Book Synopsis The Drama in Shakespeare's Sonnets by : Mark Mirsky
Download or read book The Drama in Shakespeare's Sonnets written by Mark Mirsky and published by Rowman & Littlefield. This book was released on 2011-07-16 with total page 285 pages. Available in PDF, EPUB and Kindle. Book excerpt: The Drama in Shakespeare's Sonnets: "A Satire to Decay" is a work of detective scholarship. Unable to believe that England's great dramatist would publish a sequence of sonnets without a plot, Mark Jay Mirsky-novelist, playwright, and professor of English, proposes a solution to a riddle that has frustrated scholars and poets alike. Arguing that the Sonnets are not just a "higgledy piggledy" collection of poems but were put in order by Shakespeare himself, and drawing on the insights of several of the Sonnets' foremost contemporary scholars, Mirsky examines the Sonnets poem by poem to ask what is the story of the whole. Mirsky takes Shakespeare at his own word in Sonnet 100, where the poet, tongue in cheek, advises his lover to regard"time's spoils"-in this case, "any wrinkle graven" in his cheek-as but "a satire to decay." The comfort is obviously double-edged, but it can also be read as a mirror of Shakespeare's "satire" on himself, as if to praise his own wrinkles, and reflects thepoet's intention in assembling the Sonnets to satirize the playwright's own "decay" as a man and a lover. In a parody of sonnet sequences written by his fellow poets Spenser and Daniel, Shakespeare's mordant wit conceals a bitter laugh at his ownromantic life. The Drama in Shakespeare's Sonnets demonstrates the playwright's wish to capture the drama of the sexual betrayal as he experienced it in a triangle of friendship and eroticism with a man and a woman. It is a plot, however, that theplaywright does not want to advertise too widely and conceals in the 1609 Quarto from all but a very few. Despite Shakespeare's moments of despair at his male friend's betrayal and the poet's cursing at the sexual promiscuity of the so-called Dark Lady, The Drama in Shakespeare's Sonnets sees the whole as a "satire" by Shakespeare and, particularly when read with the poem that accompanied it in the 1609 printing, "A Lover's Complaint," as a laughing meditation on the irrepressible joy of sexual life.

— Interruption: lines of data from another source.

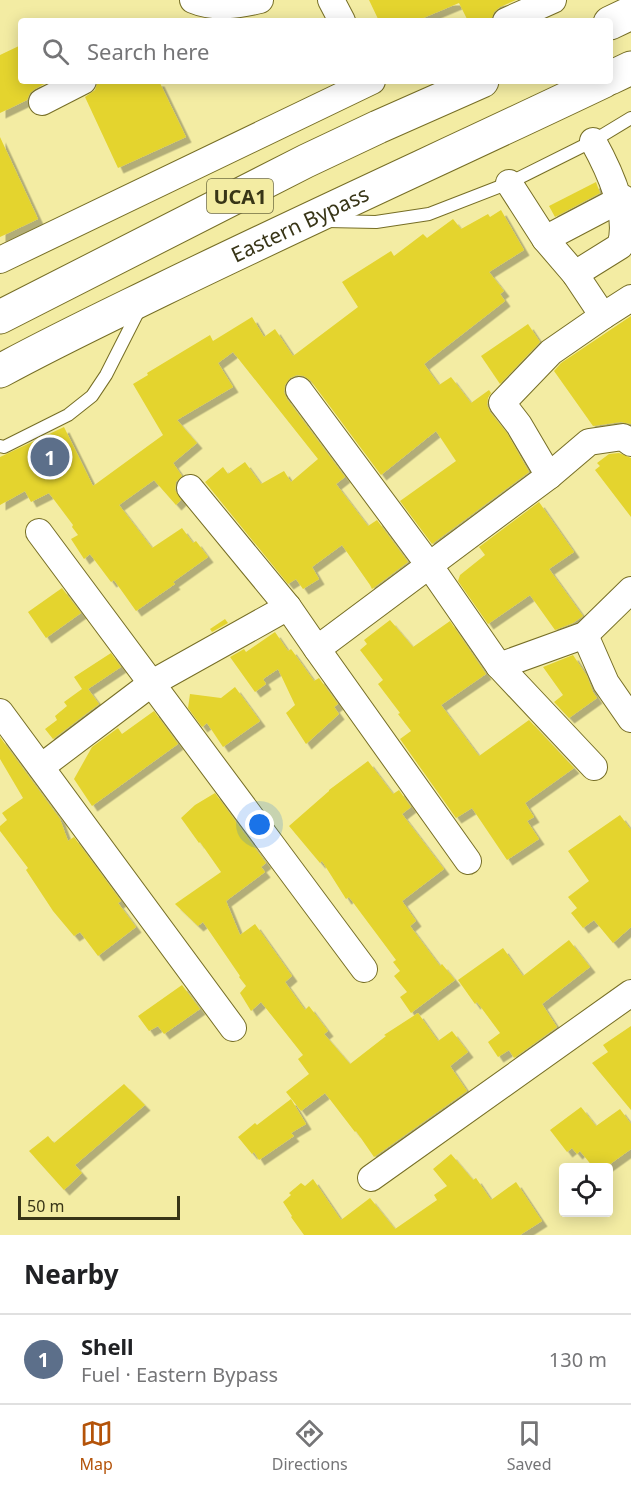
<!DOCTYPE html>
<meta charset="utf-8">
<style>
:root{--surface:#fff;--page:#f2f2f2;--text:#202124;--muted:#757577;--line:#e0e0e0;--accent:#b45309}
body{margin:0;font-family:"Noto Sans",sans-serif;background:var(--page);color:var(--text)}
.controls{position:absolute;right:18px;bottom:18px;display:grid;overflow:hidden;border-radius:6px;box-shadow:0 3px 15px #0003}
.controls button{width:54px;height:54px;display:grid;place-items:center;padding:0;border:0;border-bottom:2px solid var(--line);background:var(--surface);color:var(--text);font:30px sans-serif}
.scale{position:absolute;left:18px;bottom:15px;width:162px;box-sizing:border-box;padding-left:6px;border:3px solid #383517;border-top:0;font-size:16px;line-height:21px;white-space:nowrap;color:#383517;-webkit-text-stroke:4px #f3eca3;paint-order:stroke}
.you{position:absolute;left:260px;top:825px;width:21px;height:21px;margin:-15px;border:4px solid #fff;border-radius:50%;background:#1a73e8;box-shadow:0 0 0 9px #1a73e833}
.badge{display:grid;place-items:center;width:39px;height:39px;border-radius:50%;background:var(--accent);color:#fff;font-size:20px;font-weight:700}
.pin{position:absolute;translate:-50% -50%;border:3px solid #fff;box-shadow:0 2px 6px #0006}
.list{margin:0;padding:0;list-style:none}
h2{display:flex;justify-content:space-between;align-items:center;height:78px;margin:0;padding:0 24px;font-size:26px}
h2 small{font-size:20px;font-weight:400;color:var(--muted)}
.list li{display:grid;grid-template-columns:39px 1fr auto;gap:18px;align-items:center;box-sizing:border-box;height:90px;padding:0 24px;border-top:2px solid var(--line)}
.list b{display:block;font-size:22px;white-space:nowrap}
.list p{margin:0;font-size:20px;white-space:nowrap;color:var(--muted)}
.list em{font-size:20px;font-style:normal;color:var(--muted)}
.icon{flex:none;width:33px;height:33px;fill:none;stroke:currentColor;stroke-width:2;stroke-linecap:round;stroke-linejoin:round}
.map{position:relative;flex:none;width:631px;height:1235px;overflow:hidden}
.search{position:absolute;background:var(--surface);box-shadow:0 3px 15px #0003;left:18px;right:18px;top:18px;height:66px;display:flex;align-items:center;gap:15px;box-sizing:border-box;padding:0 21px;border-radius:6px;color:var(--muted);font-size:22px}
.sheet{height:168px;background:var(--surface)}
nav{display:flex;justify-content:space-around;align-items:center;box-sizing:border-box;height:84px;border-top:2px solid var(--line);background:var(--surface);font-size:16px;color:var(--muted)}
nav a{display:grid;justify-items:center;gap:3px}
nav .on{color:var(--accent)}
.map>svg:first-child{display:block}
.building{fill:#e4d42f;filter:url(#shadow)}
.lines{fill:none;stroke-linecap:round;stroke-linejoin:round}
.lane-casing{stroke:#766e26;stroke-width:14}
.street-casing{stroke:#766e26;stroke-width:28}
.primary-casing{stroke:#766e26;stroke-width:35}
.lane{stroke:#fff;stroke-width:12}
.street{stroke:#fff;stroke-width:26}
.primary{stroke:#fff;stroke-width:33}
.labels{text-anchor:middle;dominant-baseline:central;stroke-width:6;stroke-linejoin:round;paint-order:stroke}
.shield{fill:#f3eca3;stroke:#706c41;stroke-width:1.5}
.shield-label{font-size:20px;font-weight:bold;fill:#383517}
.street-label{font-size:21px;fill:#383517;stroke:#f3eca3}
</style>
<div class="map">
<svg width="631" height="1235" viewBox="0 0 631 1235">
<defs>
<filter id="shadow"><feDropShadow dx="5.5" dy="5.5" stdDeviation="0" flood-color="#0004"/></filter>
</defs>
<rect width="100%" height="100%" fill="#f3eca3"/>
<!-- building -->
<g class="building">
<path d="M369 0H516L500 7 494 12 491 21H468L459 3 416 21H379Z"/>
<path d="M21 45V81H50L35 89 30 93 27 100 0 113V55Z"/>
<path d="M98 81H159L186 137 118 168 85 97 95 90Z"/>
<path d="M0 137 38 219 0 237Z"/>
<path d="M596 182 600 193 555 217 549 206Z"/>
<path d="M501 210 524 250 489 272 504 291 500 294 505 301 424 364 439 385 451 377 471 403 489 390 491 393 488 398 487 405 490 412 507 433 529 472 432 544 400 501 456 461 436 431 381 475 311 381 304 376 297 375 290 378 285 385 284 392 287 399 345 477 336 484 368 526 377 520 408 562 372 589 370 585 342 545 312 567 319 579 303 589 296 579 288 584 205 482 223 467 228 474 245 462 261 484 284 471 291 482 318 459 233 352 218 363 233 387 177 420 197 443 173 463 182 476 176 482 175 490 181 500 176 505 154 480 119 505 152 548 182 528 193 543 196 541 208 557 173 582 175 584 136 611 114 580 111 582 90 554 84 559 71 539 78 535 72 527 73 525 49 493 31 502 25 491 0 505V457L64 427 93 486 163 435 133 384 148 375 147 373 210 335 213 341 252 317 264 337 275 329 293 356 358 307 342 282 391 251 394 256 423 234 427 238 453 219 461 229 488 214 490 217Z"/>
<path d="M631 316V424L621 422 593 426 554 371 561 363Z"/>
<path d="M528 324 540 342 500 384 481 356Z"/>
<path d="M619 453 631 458V517L595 470 600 466 597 463 609 454Z"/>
<path d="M539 502 574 552 549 569 583 616 573 623 555 630 530 595 488 624 458 581 460 575 485 555 479 547Z"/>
<path d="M62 588 81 613 46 638 28 612Z"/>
<path d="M225 619 228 623 212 632 210 629Z"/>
<path d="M390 620 413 647 450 621 486 674 441 705 479 756 529 720 574 768 525 803 534 817 527 821 539 839 507 860 472 808 456 818 400 739 411 731 398 714 400 713 378 684 383 680 360 650 367 644 364 640Z"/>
<path d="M275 632 288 651 291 649 314 681 319 678 338 704 334 707 339 714 306 744 286 713 295 705 278 669 263 679 266 684 255 692 230 657 244 649 246 652Z"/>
<path d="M111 653 121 667 88 689 99 704 53 739 45 729 57 720 55 716 67 706 64 702 82 689 74 677Z"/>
<path d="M573 655 587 676 593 692 597 698 569 718 554 702 563 695 543 667Z"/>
<path d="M235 687 260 721 223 747 207 723 202 727 188 708 190 694 221 698Z"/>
<path d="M154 711 178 744 92 806 74 779 92 747 118 728 122 734Z"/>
<path d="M0 737 60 819 68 841 74 837 121 901 118 903 136 927 98 956 80 932 74 936 53 911 26 870 28 868 0 831V826L7 820 2 813 23 798 0 759Z"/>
<path d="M368 761 393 794 399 790 411 807 402 814 444 869 402 901 416 921 410 926 440 966 442 964 455 980 411 1013 400 997 407 992 394 976 400 971 393 962 396 960 349 897 346 899 322 861 320 863 289 826 329 791V790Z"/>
<path d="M215 793 266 863 261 867 265 872 226 901 240 935 255 924 292 976 285 982 305 1010 309 1006 328 1031 324 1034 350 1064 386 1036 384 1035 418 1013 438 1041 452 1031 468 1052 450 1066 467 1091 374 1157 356 1131 355 1132 325 1093 301 1111 286 1092 309 1074 298 1059 303 1055 261 1002 251 1011 240 993 246 986 239 977 240 976 203 922 198 926 175 904 221 872 200 842 199 843 181 818 195 805Z"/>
<path d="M620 815 631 830V927L613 943 594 920 583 928 571 913 577 908 568 897 589 881 568 851Z"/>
<path d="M569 940 590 967 542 1004 557 1027 514 1058 509 1050 498 1057 488 1042 500 1033 477 1002 475 1004 458 980 503 948 523 976Z"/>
<path d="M182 985 200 1009 164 1034 158 1026 149 1031 138 1016Z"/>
<path d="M631 1026V1110L592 1063 608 1052 603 1045Z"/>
<path d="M124 1084 145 1105 75 1165 82 1173 64 1190 29 1151 48 1136 54 1143Z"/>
<path d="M291 1099 306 1124 291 1133 294 1136 259 1160 254 1152 252 1154 238 1137 255 1123 257 1125Z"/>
<path d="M581 1107 596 1126 620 1109 631 1124V1149L606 1167H593L580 1151 577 1154 572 1148 567 1152 550 1130Z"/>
<path d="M451 1154 473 1180 476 1178 491 1200 516 1182 542 1221 520 1235H304L291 1217 292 1216 283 1202 291 1195 289 1193 301 1183 305 1186 313 1179 341 1220 370 1198 395 1229 437 1200 434 1195 447 1186 433 1169Z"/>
</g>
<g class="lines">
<defs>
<g id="lane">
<path d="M327 221 376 222 429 214 509 183 593 141 631 118"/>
<path d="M0 446 4 447 68 415 92 396 106 375 140 308"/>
</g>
<g id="street">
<path d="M193 0C214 9 239 5 260 0"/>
<path d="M331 0 342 21"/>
<path d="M506 21 553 0"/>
<path d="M42 102 83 81"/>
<path d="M509 183 545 239 575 274 603 316 551 352 502 403 519 425 549 476"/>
<path d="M545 239 623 198"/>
<path d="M0 260 372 81"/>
<path d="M575 274 620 246C631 216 608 168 593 141"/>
<path d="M603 316 631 298"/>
<path d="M299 390 429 565 499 666 594 767"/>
<path d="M190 488 288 607 317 649 468 861"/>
<path d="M39 532 364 969"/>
<path d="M585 635 606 683 631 719"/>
<path d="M317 649 549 476 589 442 623 437 631 443"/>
<path d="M499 666 585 635 631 590"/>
<path d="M0 712 233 1028"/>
<path d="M41 767 152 683 288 607"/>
<path d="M371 1178 631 993"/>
</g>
<g id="primary">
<path d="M610 23 631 13"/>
<path d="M610 78 631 68"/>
<path d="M0 317 306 161 378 127 482 81"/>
<path id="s1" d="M0 371C53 342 108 316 163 289 309 218 457 151 604 81"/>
</g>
</defs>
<!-- lane casing -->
<use href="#lane" class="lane-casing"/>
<!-- street casing -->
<use href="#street" class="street-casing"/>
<!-- primary casing -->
<use href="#primary" class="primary-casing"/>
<!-- lane -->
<use href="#lane" class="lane"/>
<!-- street -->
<use href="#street" class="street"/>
<!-- primary -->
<use href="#primary" class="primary"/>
</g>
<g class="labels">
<!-- shield labels -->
<rect class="shield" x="207" y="179" width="66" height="34" rx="4.5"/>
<g class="shield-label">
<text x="240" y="196">UCA1</text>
</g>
<!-- street labels -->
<g class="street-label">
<text stroke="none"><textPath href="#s1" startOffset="334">Eastern Bypass</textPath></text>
</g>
</g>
</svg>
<div class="controls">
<button><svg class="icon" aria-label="locate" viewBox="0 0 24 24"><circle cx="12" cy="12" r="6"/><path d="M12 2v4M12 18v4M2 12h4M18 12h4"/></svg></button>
</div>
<div class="scale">50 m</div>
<div class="you"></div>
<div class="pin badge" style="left:50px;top:457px;background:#5c6f8a">1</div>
<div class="search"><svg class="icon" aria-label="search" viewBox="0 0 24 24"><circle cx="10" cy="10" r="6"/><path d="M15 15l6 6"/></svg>Search here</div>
</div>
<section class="sheet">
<h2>Nearby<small></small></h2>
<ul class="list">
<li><span class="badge" style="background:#5c6f8a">1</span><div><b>Shell</b><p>Fuel · Eastern Bypass</p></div><em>130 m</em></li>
</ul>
</section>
<nav>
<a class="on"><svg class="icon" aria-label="map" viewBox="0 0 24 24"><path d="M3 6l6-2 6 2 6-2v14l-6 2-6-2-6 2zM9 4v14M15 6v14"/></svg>Map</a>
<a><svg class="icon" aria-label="directions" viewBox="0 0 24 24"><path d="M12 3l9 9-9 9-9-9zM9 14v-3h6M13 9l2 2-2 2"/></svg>Directions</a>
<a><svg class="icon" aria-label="saved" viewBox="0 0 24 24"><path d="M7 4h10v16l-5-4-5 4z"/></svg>Saved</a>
</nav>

Book Synopsis Shame in Shakespeare by : Ewan Fernie
Download or read book Shame in Shakespeare written by Ewan Fernie and published by Routledge. This book was released on 2012-09-10 with total page 292 pages. Available in PDF, EPUB and Kindle. Book excerpt: One of the most intense and painful of our human passions, shame is typically seen in contemporary culture as a disability or a disease to be cured. Shakespeare's ultimately positive portrayal of the emotion challenges this view. Drawing on philosophers and theorists of shame, Shame in Shakespeare analyses the shame and humiliation suffered by the tragic hero, providing not only a new approach to Shakespeare but a committed and provocative argument for reclaiming shame. The volume provides: · an account of previous traditions of shame and of the Renaissance context · a thematic map of the rich manifestations of both masculine and feminine shame in Shakespeare · detailed readings of Hamlet, Othello, and King Lear · an analysis of the limitations of Roman shame in Antony and Cleopatra and Coriolanus · a polemical discussion of the fortunes of shame in modern literature after Shakespeare. The book presents a Shakespearean vision of shame as the way to the world outside the self. It establishes the continued vitality and relevance of Shakespeare and offers a fresh and exciting way of seeing his tragedies.